By the time they reached Long Beach, Kennedy was groggy with fatigue, stumbling almost incoherently through his speech. When he got back to the car, Fred Dutton stated the obvious: “You had a little trouble with some words that time.” Kennedy confessed that he did not feel well, something he would have normally hidden from his staff.
The final event of his long day’s journey was a rally at the El Cortez Hotel in San Diego. The crowd was so massive that it had to be divided in half and Kennedy was forced to deliver two back-to-back speeches. After the first one, he walked offstage and collapsed into a chair, burying his face in his hands. Bill Barry and Rafer Johnson, the former Olympic athlete who had begun to help out as a volunteer bodyguard, eased the ailing Bobby to a men’s room. He didn’t vo
mit, he later insisted to Dutton, he was just dizzy for a few minutes. “I just ran out of gas,” he said. But he gathered himself one more time to return to the stage and deliver his last speech of the campaign. And then it was over. Robert Kennedy’s political fate was in the hands of the California people.
ON ELECTION DAY, KENNEDY recuperated at the Malibu beach house of John Frankenheimer with Ethel and six of their children. The director’s Cold War movies, The Manchurian Candidate and Seven Days in May, had been embraced by JFK as warning messages against totalitarian impulses in Washington. And when Bobby jumped into the presidential race, Frankenheimer volunteered to direct his TV ads, trying to capture the electricity of the campaign by following the candidate around with his camera. The two men grew close on the campaign trail, and Frankenheimer even got Bobby to talk about his suspicions about Dallas. But when the director gingerly touched on one aspect of the case—Joe Kennedy’s ties to organized crime and how the Mafia might have felt betrayed by the family—Bobby made it clear that area was off-limits. Frankenheimer was sensitive enough to drop the subject, and Kennedy felt sufficiently comfortable with the director to accept his invitation to use his beach house as a retreat from the campaign’s tumult.

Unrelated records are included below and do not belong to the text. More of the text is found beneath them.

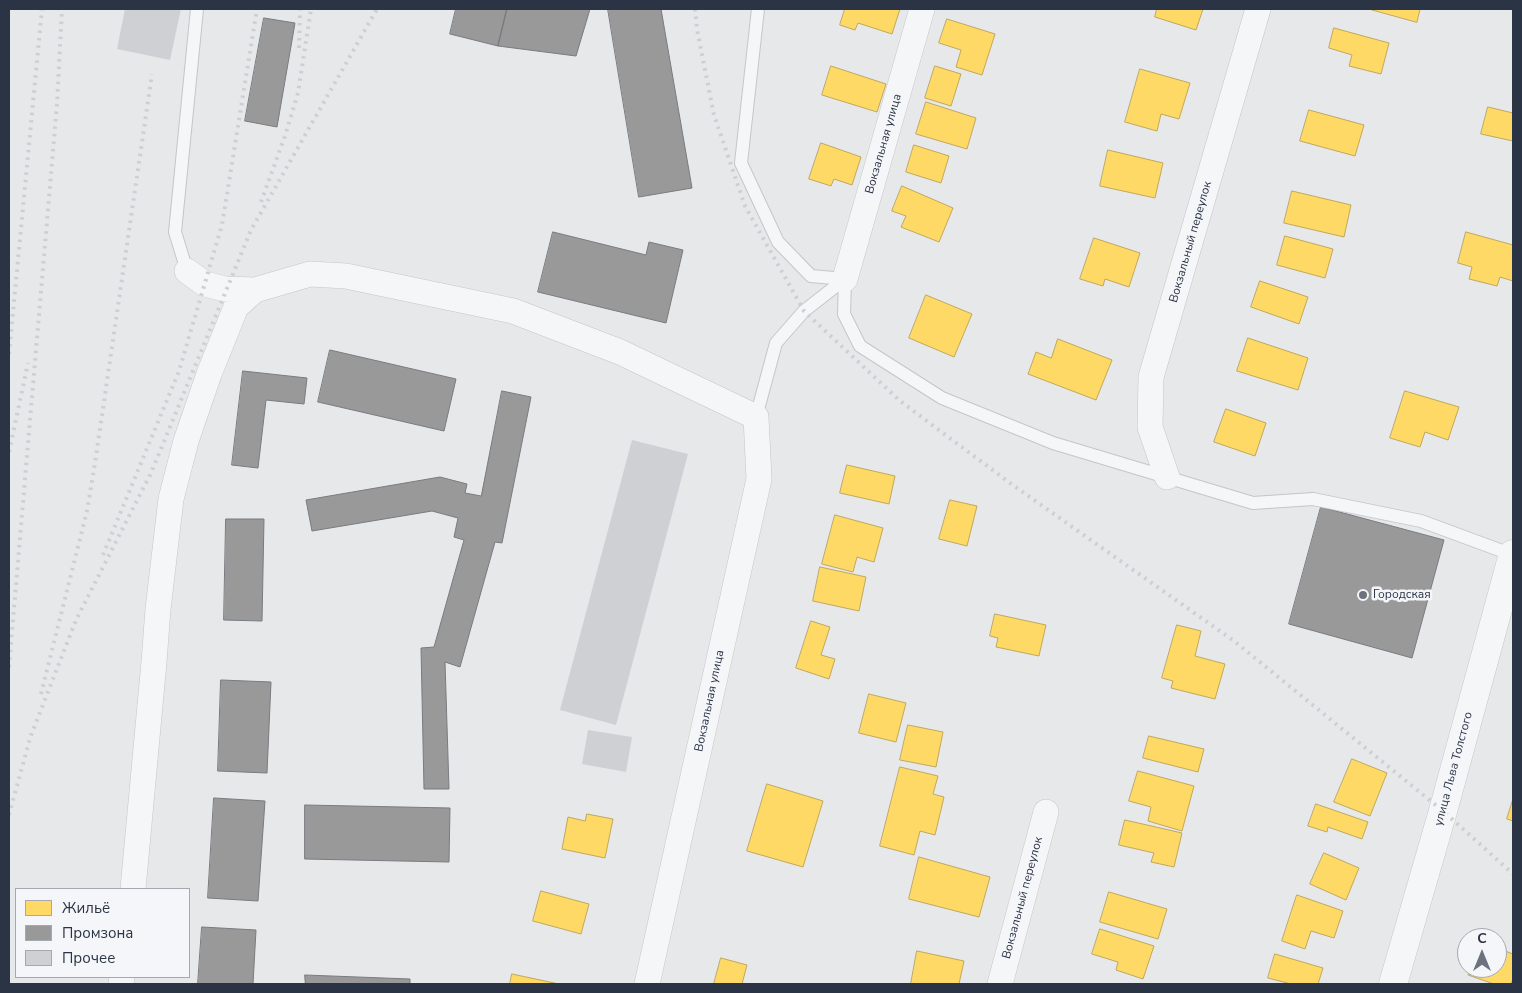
<!DOCTYPE html>
<meta charset="utf-8">
<style>
body{margin:0}
#map{position:relative;width:1522px;height:993px;overflow:hidden;background:#e6e8ea;font-family:"Nunito Sans",sans-serif}
canvas{display:block}
.frame{position:absolute;inset:0;border:10px solid #2b3445;pointer-events:none}
.legend{position:absolute;left:15px;top:888px;width:175px;height:90px;box-sizing:border-box;background:#f4f6f9;border:1px solid #a4a8b1;margin:0;padding:6px 9px;list-style:none;font-size:15px;color:#2b3445}
.legend li{display:flex;align-items:center;gap:10px;height:25px}
.legend b{width:25px;border:1px solid #a4a8b1}
.north{position:absolute;left:1457px;top:928px;width:50px;height:50px;box-sizing:border-box;background:#f4f6f9;border:1px solid #a4a8b1;border-radius:50%;rotate:0deg;font-size:14px;font-weight:700;line-height:20px;text-align:center;color:#2b3445}
.north::after{content:'';display:block;margin:auto;width:18px;height:22px;background:#6c737f;clip-path:polygon(50% 0,100% 100%,50% 72%,0 100%)}
</style>
<div id="map">
<canvas width="1522" height="993"></canvas>
<div class="frame"></div>
<ul class="legend">
<li><b style="height:14px;background:#ffd966"></b>Жильё</li>
<li><b style="height:14px;background:#999"></b>Промзона</li>
<li><b style="height:14px;background:#ced0d3"></b>Прочее</li>
</ul>
<div class="north">С</div>
</div>
<script>
const c = document.querySelector('canvas').getContext('2d');
c.lineJoin = 'round';
function fillPath(path, color) { c.fillStyle = color; c.fill(path, 'evenodd'); }
function strokePath(path, color, width, dash) { c.strokeStyle = color; c.lineWidth = width; c.lineCap = dash ? 'butt' : 'round'; c.setLineDash(dash || []); c.stroke(path); }
function label(font, color, halo, rows, align = 'center') {
  c.font = font + ' "Nunito Sans",sans-serif'; c.lineWidth = 5; c.setLineDash([]); c.textBaseline = 'middle'; c.strokeStyle = halo; c.fillStyle = color; for (const [text, x, y, turn = 0] of rows) {
    c.save(); c.translate(x, y); c.rotate((+turn || 0) * Math.PI / 180); c.textAlign = isNaN(turn) ? turn : align; if (halo) c.strokeText(text, 0, 0); c.fillText(text, 0, 0); c.restore();
  }
}
const homes = new Path2D(`
 M845,9H900L892,34L858,23L855,30L840,25Z
 M1157,9H1203L1196,30L1155,17Z
 M1369,9H1420L1417,22Z
 M947,19L995,34L982,75L956,67L961,50L939,43Z
 M1334,28L1389,43L1381,74L1349,66L1352,55L1329,48Z
 M831,66L886,84L877,112L822,95Z
 M935,66L961,74L951,106L925,98Z
 M1140,69L1190,83L1179,119L1161,114L1157,131L1125,122Z
 M926,102L976,118L967,149L916,134Z
 M1488,107L1513,113V141L1481,134Z
 M1309,110L1364,125L1355,156L1300,141Z
 M821,143L861,157L852,185L834,179L831,186L809,179Z
 M914,145L949,156L941,183L906,172Z
 M1108,150L1163,163L1155,198L1100,186Z
 M902,186L953,208L939,242L901,227L906,216L892,211Z
 M1292,191L1351,205L1344,237L1284,223Z
 M1466,232L1513,245V281L1500,277L1497,286L1469,279L1472,267L1458,263Z
 M1285,236L1333,249L1325,278L1277,265Z
 M1094,238L1140,253L1129,287L1105,279L1103,286L1080,279Z
 M1260,281L1308,297L1299,324L1251,307Z
 M926,295L972,314L954,357L909,338Z
 M1248,338L1308,358L1298,390L1237,371Z
 M1058,339L1112,360L1096,400L1028,374L1036,352L1051,358Z
 M1405,391L1459,407L1448,440L1425,432L1420,447L1390,438Z
 M1226,409L1266,423L1255,456L1214,442Z
 M847,465L895,476L889,504L840,493Z
 M950,500L977,506L967,546L939,539Z
 M835,515L883,528L874,562L857,557L853,572L822,564Z
 M820,567L866,577L859,611L813,601Z
 M995,614L1046,625L1039,656L996,647L998,638L990,636Z
 M811,621L830,627L821,655L835,659L829,679L796,668Z
 M1177,625L1201,631L1195,656L1225,664L1215,699L1171,688L1173,681L1162,678Z
 M869,694L906,703L896,742L859,733Z
 M908,725L943,732L936,767L900,760Z
 M1149,736L1204,749L1198,772L1143,758Z
 M1352,759L1387,773L1370,816L1334,802Z
 M900,767L938,776L933,794L944,797L935,835L920,831L914,855L880,846Z
 M1138,771L1194,786L1182,831L1148,821L1151,807L1129,801Z
 M767,784L823,801L803,867L747,851Z
 M1513,799V821L1507,819Z
 M1316,804L1368,822L1362,839L1328,827L1327,832L1308,826Z
 M587,814L613,819L605,858L562,849L568,817L585,821Z
 M1125,820L1182,833L1174,867L1151,862L1154,853L1119,845Z
 M1324,853L1359,868L1346,900L1310,884Z
 M919,857L990,877L979,917L909,899Z
 M541,891L589,904L581,934L533,921Z
 M1109,892L1167,909L1158,939L1100,922Z
 M1297,895L1343,911L1334,938L1311,931L1305,949L1282,941Z
 M1100,929L1154,946L1143,979L1116,970L1118,962L1092,954Z
 M1497,948L1513,954V978L1511,984H1494L1468,975L1471,968H1497Z
 M917,951L964,961L959,984H911Z
 M1275,954L1323,968L1318,984H1291L1268,978Z
 M721,958L747,965L742,984H714Z
 M512,974L559,984H510Z`);
fillPath(homes, '#ffd966');
strokePath(homes, '#bfa85c', 1);
const industry = new Path2D(`
 M456,9H507L498,46L450,34Z
 M507,9H590L576,56L498,46Z
 M608,9H661L692,188L639,197Z
 M264,18L295,23L277,127L245,121Z
 M553,232L646,255L649,242L683,250L666,323L538,292Z
 M330,350L456,379L444,431L318,402Z
 M243,371L307,378L304,404L266,400L258,468L232,465Z
 M502,391L531,397L502,543L495,542L460,667L445,662L449,789H424L421,648L434,647L464,540L454,537L458,518L432,511L312,531L306,500L440,477L467,484L465,493L481,496Z
 M1321,507L1444,540L1412,658L1289,624Z
 M226,519H264L262,621L224,620Z
 M221,680L271,682L267,773L218,771Z
 M214,798L265,801L258,901L208,898Z
 M305,805L450,808L449,862L305,859Z
 M202,927L256,930L253,984H198Z
 M305,975L410,979V984H291H305Z`);
fillPath(industry, '#999');
strokePath(industry, '#787b80', 1);
fillPath(new Path2D(`
 M125,9H181L170,60L117,49Z
 M632,440L688,454L616,725L560,710Z
 M588,730L632,737L626,772L582,764Z`), '#ced0d3');
const service = new Path2D(`
 M758,9L741,163L778,242L811,276L845,279
 M187,271L175,232L197,9
 M845,279L844,314L860,346L942,398L1053,443L1253,503L1313,499L1421,521L1513,555
 M756,417L776,343L804,311L845,279`);
const minor = new Path2D(`
 M187,271L205,284L225,289L255,290L310,274L346,276L513,311L620,352L756,417L759,479L647,984
 M845,279L922,9
 M1167,477L1150,427L1151,377L1258,9
 M133,889L154,662L158,609L171,499L186,441L209,374L236,307L255,290
 M121,984L122,977
 M1000,984L1046,812`);
const tertiary = new Path2D(`
 M1393,984L1443,811L1513,554`);
strokePath(service, '#c4c6c8', 14);
strokePath(minor, '#c4c6c8', 26);
strokePath(tertiary, '#c4c6c8', 29);
strokePath(service, '#f5f6f7', 12);
strokePath(minor, '#f5f6f7', 25);
strokePath(tertiary, '#f5f6f7', 28);
strokePath(new Path2D(`
 M695,9L697,29L714,115L745,206L804,311L900,401L1010,483L1234,641L1443,811L1513,874
 M299,48L300,9
 M261,202L285,136L298,93L311,9
 M9,354L42,9
 M9,452L28,363
 M103,555L179,371L222,225L257,9
 M9,667L57,104L62,9
 M41,694L87,511L95,463L152,74
 M9,815L30,738L76,620L151,473L251,230L377,9`), '#cecfd2', 4, [2.5, 5]);
for (const [x, y, r, color] of [
 [1363,595,5,"#6c737f"]
]) { const dot = new Path2D(); dot.arc(x, y, r, 0, 2 * Math.PI); c.fillStyle = color; c.fill(dot); strokePath(dot, '#f4f6f9', 2); }
label('12px', '#2b3445', '#f4f6f9', [
 ["Вокзальная улица",884,144,-74],
 ["Вокзальный переулок",1191,242,-74],
 ["Вокзальная улица",710,701,-78],
 ["улица Льва Толстого",1454,769,-75],
 ["Вокзальный переулок",1023,898,-75]
]);
label('12px', '#2b3445', '#f4f6f9', [
 ["Городская",1373,595]
], 'left');
</script>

Nine days before Election Day, Kennedy had been relaxing on a Sunday afternoon at Frankenheimer’s house with a group of his supporters from the entertainment world, including Warren Beatty, Shirley MacLaine, Burt Bacharach, Angie Dickinson, and actress Jean Seberg. While talking with Kennedy, Seberg’s husband, French novelist Romain Gary, suddenly said out loud what everyone found too terrible to mention: “You know, don’t you, that somebody’s going to try to kill you?” The room fell deathly silent. But Kennedy, sitting cross-legged in his swim trunks on the floor, simply stared into a glass of orange juice that he was swirling in his hand and answered, “That’s the chance I have to take.”